Movie of the Week: Quiz Show


Alexa: I remember vaguely hearing about the scandal surrounding “Twenty One” but knew little about the details until watching “Quiz Show.” I have to wonder if the revelation that a massively popular game show was fixed would have the same impact today in the age of “reality” TV, but “Quiz Show” still resonates for modern audiences because director Robert Redford and screenwriter Paul Attanasio do an impeccable job of conveying the story’s significance. A bit of the film’s 2-hour-and-13-minute run time drags in places, but overall “Quiz Show” captivates throughout. You really feel what a high-stakes operation this was for everyone involved. The film’s driving force is Ralph Fiennes as Charles Van Doren. He’s so clean-cut and charming that you can’t help but feel the same kinship with him that “Twenty One” viewers must have felt at the time. Fiennes infuses him with such heart that you sympathize with him even when he admits the major role he played in the show’s deception, but at the same time you know he deserves to be held accountable for his wrongdoing. He’s not a hero or a true villain, and his humanity is what makes him so interesting to watch - even with that uneven American accent.

Joel: It’s really amazing to look at the show, just a simple question and answer show really, and know that at the time, this was must see television. It’s important to remember that though, for the drama of the movie to work. The drama of these contestants was what drove the ratings at the time and what created a situation for a scandal like that to be possible. The movie does a great job of helping the audience understand what watching the show would have been like in the 1950s. One of the first sequences in the movie consists of people hurrying to their television sets to watch the show. We see people gathering around the windows of other people’s houses to tune in to the show that everyone was watching at the time. And while the television footage was made to look as close as possible to what the original show looked like, its was a different matter when it came to shooting the studio parts of the movie. The movie was does a great job of heightening the drama of the game’s simple setup in a way that would be more captivating to a more modern audience. This really helps you get the feel for how invested the audience and America would have been when the shows were first airing.
It’s amazing when you step away from the movie to realize how, mundane perhaps, the whole story is. Nobody in this so called scandal kills anybody. Nobody is on the run from the police. When people are called to testify they show up and testify. There isn’t even that much yelling. There’s no moment of “You can’t handle the truth!” or “I’m as mad as hell!” Even the rigging of the quiz show was done in an effort to steal the money. It was just the producers taking liberties with their show to create an entertaining program, something that today is not only accepted but maybe even expected with how stories are told in reality programming. This is a scandal that today feels like it would barely justify the use of the word scandal. But the movie goes all out in making this whole thing feel like a big deal. There is some genuinely talented directing going on from Robert Redford in this movie who earned an academy award nomination for Best director for this movie. The movie takes you along for what genuinely feels like a wild ride while you’re watching it. It’s able to make people answering trivia questions feel genuinely thrilling, and gets you quickly invested in the story. This movie is able to remind you that the quiz show scandals were actually a big deal at the time by making the whole thing feel really scandalous.

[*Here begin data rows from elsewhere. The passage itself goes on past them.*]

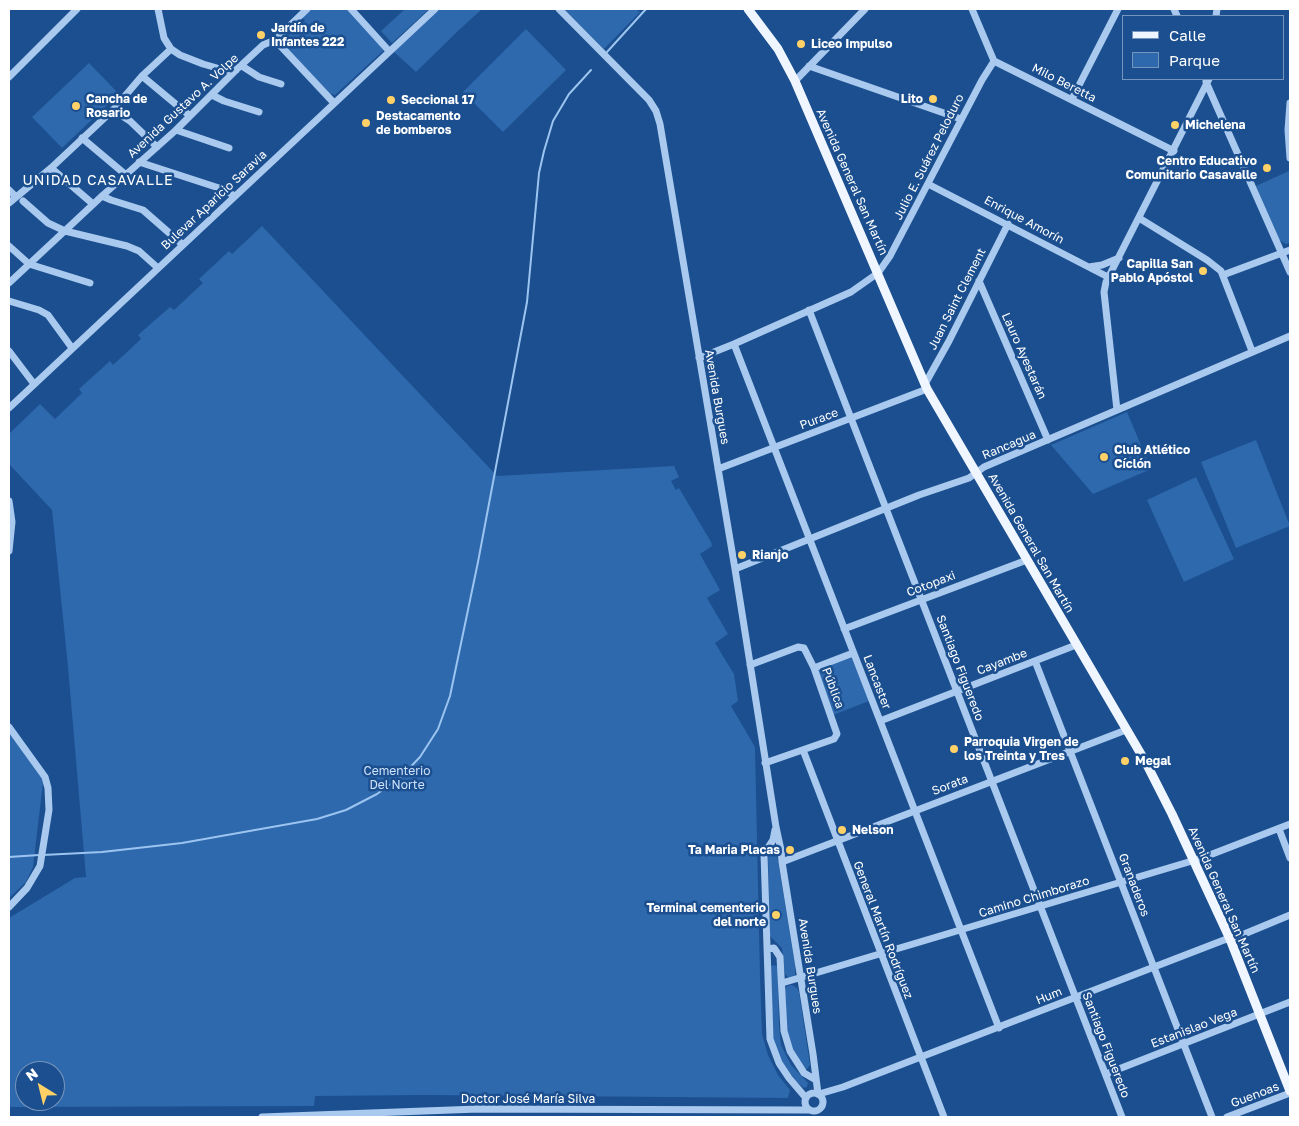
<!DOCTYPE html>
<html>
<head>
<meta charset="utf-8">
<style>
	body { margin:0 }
	#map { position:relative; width:1299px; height:1126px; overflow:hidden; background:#1b4f8f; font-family:"Golos Text",sans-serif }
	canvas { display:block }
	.frame { position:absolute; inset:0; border:10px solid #fff; pointer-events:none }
	.legend { position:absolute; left:1122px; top:15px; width:162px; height:65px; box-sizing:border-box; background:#1b4f8f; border:1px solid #7695bc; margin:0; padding:6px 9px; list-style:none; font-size:15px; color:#fff }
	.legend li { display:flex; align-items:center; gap:10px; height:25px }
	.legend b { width:25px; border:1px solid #7695bc }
	.north { position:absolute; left:15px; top:1061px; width:50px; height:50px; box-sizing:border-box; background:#1b4f8f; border:1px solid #7695bc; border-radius:50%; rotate:324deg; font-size:14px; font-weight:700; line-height:20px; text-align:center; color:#fff }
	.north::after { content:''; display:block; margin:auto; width:18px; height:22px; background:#ffd166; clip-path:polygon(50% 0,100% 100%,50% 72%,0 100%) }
</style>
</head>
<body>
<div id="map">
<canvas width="1299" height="1126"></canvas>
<div class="frame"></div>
<ul class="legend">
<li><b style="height:6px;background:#f0f6ff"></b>Calle</li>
<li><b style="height:14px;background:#2e69ad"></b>Parque</li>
</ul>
<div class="north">N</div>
</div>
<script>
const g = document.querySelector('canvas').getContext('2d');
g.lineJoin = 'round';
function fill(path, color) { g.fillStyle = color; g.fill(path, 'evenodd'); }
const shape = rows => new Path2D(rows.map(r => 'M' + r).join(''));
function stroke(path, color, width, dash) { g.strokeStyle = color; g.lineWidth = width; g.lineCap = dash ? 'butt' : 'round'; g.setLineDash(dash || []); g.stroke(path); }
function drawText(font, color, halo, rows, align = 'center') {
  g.font = font + ' "Golos Text",sans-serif'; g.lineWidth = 5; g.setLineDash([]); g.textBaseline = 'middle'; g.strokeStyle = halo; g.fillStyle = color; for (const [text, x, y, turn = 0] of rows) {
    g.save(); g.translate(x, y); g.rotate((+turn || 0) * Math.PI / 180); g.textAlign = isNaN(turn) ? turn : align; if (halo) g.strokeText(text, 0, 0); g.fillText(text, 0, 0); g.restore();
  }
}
fill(shape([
	[311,9,347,9,384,50,335,95,329,93,284,45,283,41,286,32,289,35,305,21,302,17],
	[405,9,429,9,392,43,381,31],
	[439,9,482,9,459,30,416,72,393,51],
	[564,9,635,9,640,12,604,49],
	[526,29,566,70,503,132,463,92],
	[89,63,119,94,62,148,32,117],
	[1289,171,1290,184,1290,243,1286,244,1279,240,1256,186],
	[262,226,497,476,674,466,679,477,671,481,676,490,679,488,711,542,712,546,700,554,720,590,707,598,728,634,715,643,734,674,738,701,731,706,755,747,760,976,762,1034,768,1055,778,1075,790,1090,788,1098,424,1095,315,1096,314,1106,9,1107,9,918,75,878,86,877,68,667,52,510,9,464,9,434,40,404,55,419,82,393,79,389,110,361,113,365,141,339,138,335,170,307,174,310,203,283,199,279,229,251,232,254],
	[25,1071,55,1071,55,1101,25,1101],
	[1127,412,1151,469,1093,494,1051,445],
	[1256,440,1290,526,1236,548,1201,462],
	[1196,477,1234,559,1184,582,1147,500],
	[851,656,869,701,833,715,817,669],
	[9,733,41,771,43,783,33,867,26,882,9,898],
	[773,852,777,855,795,965,795,975,789,978,785,974,782,948,770,936,768,856],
	[773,965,777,966,778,969,779,1026,781,1045,791,1065,808,1083,807,1087,804,1088,798,1083,781,1061,773,1038,770,967],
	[792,985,797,988,799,992,810,1065,807,1069,805,1069,788,1042,784,991,787,986]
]), '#2e69ad');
stroke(shape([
	[607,52,646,9],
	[43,855,102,852,182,843,317,819,346,810,377,794,402,776,420,757,438,729,450,696,478,562,527,302,539,173,544,151,553,121,569,94,591,70],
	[9,857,39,855]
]), '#9cc4f0', 2);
stroke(shape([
	[158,9,164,38,171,49,180,55,203,64,224,70,236,70],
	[351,9,389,51],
	[559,9,649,100,656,111,660,124,735,569,776,827,781,850,782,862,813,1054,818,1094],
	[972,9,994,61,1174,151],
	[1174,9,1177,16],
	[1216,16,1217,9],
	[275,40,334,103],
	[242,66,259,77,281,84],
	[809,66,961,119],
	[142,76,190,116],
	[9,77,77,9],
	[795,81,865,9],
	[1206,82,1290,272],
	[212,95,224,101,259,112],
	[1072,99,1118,9],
	[1290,103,1288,130,1290,158],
	[113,110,130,121,157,147],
	[176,130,229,148],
	[82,138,126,175],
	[139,162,222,189,235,196],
	[51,168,93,204],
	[928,184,1108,277],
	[9,190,16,197],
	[102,196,111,200,143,210,183,245],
	[23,201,48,223,65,231,127,246,139,251,158,268],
	[9,203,51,168,113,110,142,76,171,49],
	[1139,218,1207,260,1221,271,1252,351],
	[9,246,29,264,90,283],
	[1089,267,1102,265,1119,258],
	[1223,275,1290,250],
	[979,281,1048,440],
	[9,283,102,196,176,130,236,70,263,45,275,40,307,9],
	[9,301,39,310,48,315,72,348],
	[809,310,1122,1117],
	[734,344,999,1028],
	[9,351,34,384],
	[699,358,734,344,851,292,878,273,890,256,982,80,994,61],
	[925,384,949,341,1008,224],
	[9,408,435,9],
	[1117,410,1104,292,1106,282,1209,79],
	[718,469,927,389],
	[9,501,12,522,9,551],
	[735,569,919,495,969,478,984,467,1290,336],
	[844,629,1027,560],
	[1035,661,1212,1117],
	[750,665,798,647,804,648,814,668,837,734,834,739,765,763],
	[814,668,853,653],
	[880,721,1076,645],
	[9,727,45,777,48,788,49,810,40,866,27,888,9,907],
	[803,750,944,1117],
	[1279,829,1290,858],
	[775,830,773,840,764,854,770,1039,779,1063,789,1078,806,1098],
	[782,862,1126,730],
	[767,949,774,948,780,957,784,1031,790,1051,804,1073,816,1080],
	[782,983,1202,858,1290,824],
	[1106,1074,1290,1002],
	'805 1102a9 9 0 1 1 18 0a9 9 0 1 1-18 0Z',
	[819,1094,843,1087,1224,940,1237,937,1290,915],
	[262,1117,478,1109,810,1110],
	[1227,1117,1290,1093]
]), '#a9c9ee', 7);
stroke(shape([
	[748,9,778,49,795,81,927,389,1145,761,1172,814,1230,939,1290,1091]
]), '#f0f6ff', 9);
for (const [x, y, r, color] of [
	[261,35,5,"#ffd166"],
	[801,44,5,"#ffd166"],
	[933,99,5,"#ffd166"],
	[391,100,5,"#ffd166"],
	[76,106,5,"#ffd166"],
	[366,123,5,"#ffd166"],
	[1175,125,5,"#ffd166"],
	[1267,168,5,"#ffd166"],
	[1203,271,5,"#ffd166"],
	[1104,457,5,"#ffd166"],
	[742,555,5,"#ffd166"],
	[954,749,5,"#ffd166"],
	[1125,761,5,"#ffd166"],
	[842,830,5,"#ffd166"],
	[790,850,5,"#ffd166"],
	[776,915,5,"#ffd166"]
]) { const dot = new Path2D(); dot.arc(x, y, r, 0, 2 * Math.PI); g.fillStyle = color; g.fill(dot); stroke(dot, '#1b4f8f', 2); }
drawText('bold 12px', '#fff', '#1b4f8f', [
	["Jardín de",271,28],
	["Infantes 222",271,42],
	["Liceo Impulso",811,44],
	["Cancha de",86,99],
	["Rosario",86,113],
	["Lito",923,99,"right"],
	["Seccional 17",401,100],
	["Destacamento",376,116],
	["de bomberos",376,130],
	["Michelena",1185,125],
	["Centro Educativo",1257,161,"right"],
	["Comunitario Casavalle",1257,175,"right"],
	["Capilla San",1193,264,"right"],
	["Pablo Apóstol",1193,278,"right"],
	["Club Atlético",1114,450],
	["Cíclón",1114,464],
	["Rianjo",752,555],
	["Parroquia Virgen de",964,742],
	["los Treinta y Tres",964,756],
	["Megal",1135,761],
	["Nelson",852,830],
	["Ta Maria Placas",780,850,"right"],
	["Terminal cementerio",766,908,"right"],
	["del norte",766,922,"right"]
], 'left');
drawText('12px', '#fff', '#1b4f8f', [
	["Milo Beretta",1064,83,27],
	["Avenida Gustavo A. Volpe",183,106,-43],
	["Julio E. Suárez Peloduro",929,157,-63],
	["Avenida General San Martín",852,182,66],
	["Bulevar Aparicio Saravia",214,200,-43],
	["Enrique Amorín",1024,220,28],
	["Juan Saint Clement",957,299,-63],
	["Lauro Ayestarán",1024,356,66],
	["Avenida Burgues",717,397,80],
	["Purace",819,419,-20],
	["Rancagua",1009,445,-23],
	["Avenida General San Martín",1031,543,60],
	["Cotopaxi",931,584,-21],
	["Cayambe",1002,662,-21],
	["Santiago Figueredo",960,668,69],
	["Lancaster",877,682,69],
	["Pública",833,688,70],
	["Sorata",950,785,-21],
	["Granaderos",1134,885,69],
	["Camino Chimborazo",1034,897,-17],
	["Avenida General San Martín",1224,900,66],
	["General Martín Rodríguez",883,930,69],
	["Avenida Burgues",810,966,81],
	["Hum",1049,996,-22],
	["Estanislao Vega",1194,1028,-21],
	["Santiago Figueredo",1106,1045,69],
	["Guenoas",1255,1095,-21],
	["Doctor José María Silva",528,1099]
]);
drawText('12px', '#cfe3fa', '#1b4f8f', [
	["Cementerio",397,771],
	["Del Norte",397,785]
]);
g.letterSpacing = '1px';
drawText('14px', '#fff', '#1b4f8f', [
	["UNIDAD CASAVALLE",98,181]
]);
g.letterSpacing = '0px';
</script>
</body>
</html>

Chris: Remember back when the general public wasn't distrustful of what they saw on television? Well here's the story of how that was ruined, or at least one of the initial cases of how that distrust came to be. Overall, it's an alright movie in which all the parts fit and are well executed but my jaded 2017 brain was stuck on "so what? it's TV. That's the nature of the business" so that tension or sense of danger about what happens when Twenty One is found out and the responsible parties are subpoenaed was never really there for me. Even in the text at the end, all traces of danger were gone, everybody involved landed on their feet and had nice jobs the rest of their lives. Nobody went to jail, no harm came to anyone and there was no cause for sympathy for anyone implicated in the scandal. It isn't a bad movie but it just kinda felt "paint-by the numbers" to me. An alternate title could be "Alright...so what? The Movie"

Jason: For me, this movie was a fine movie. I wasn't terribly interested in it to begin with. I hadn't heard of the quiz show scandals beforehand and so knew nothing about the story. By the end, I pretty much got what I expected. Cinematically, this is a well put together product! Direction was great, acting was top-notch, all of that. It just didn't grab me the way it was designed to. The part that I really dug was the music. I'm a sucker for some good big band and swing. However, I did notice that their use of Bobby Darin’s version of “Mack the Knife” was anachronistic. If I'm not mistaken, the movie is set in the mid/late 50’s, ‘56-57ish. That recording didn't come out till 1959. They could have used Louis Armstrong’s version and been fine. But that's super nitpicky.
So yeah. It was good just… not interesting enough for me to care all that much. I figured that all TV has been rigged since the beginning of TV. So it wasn't news to me. The biggest question I'm left with is what why Ralph Fiennes pronounce his name so weird?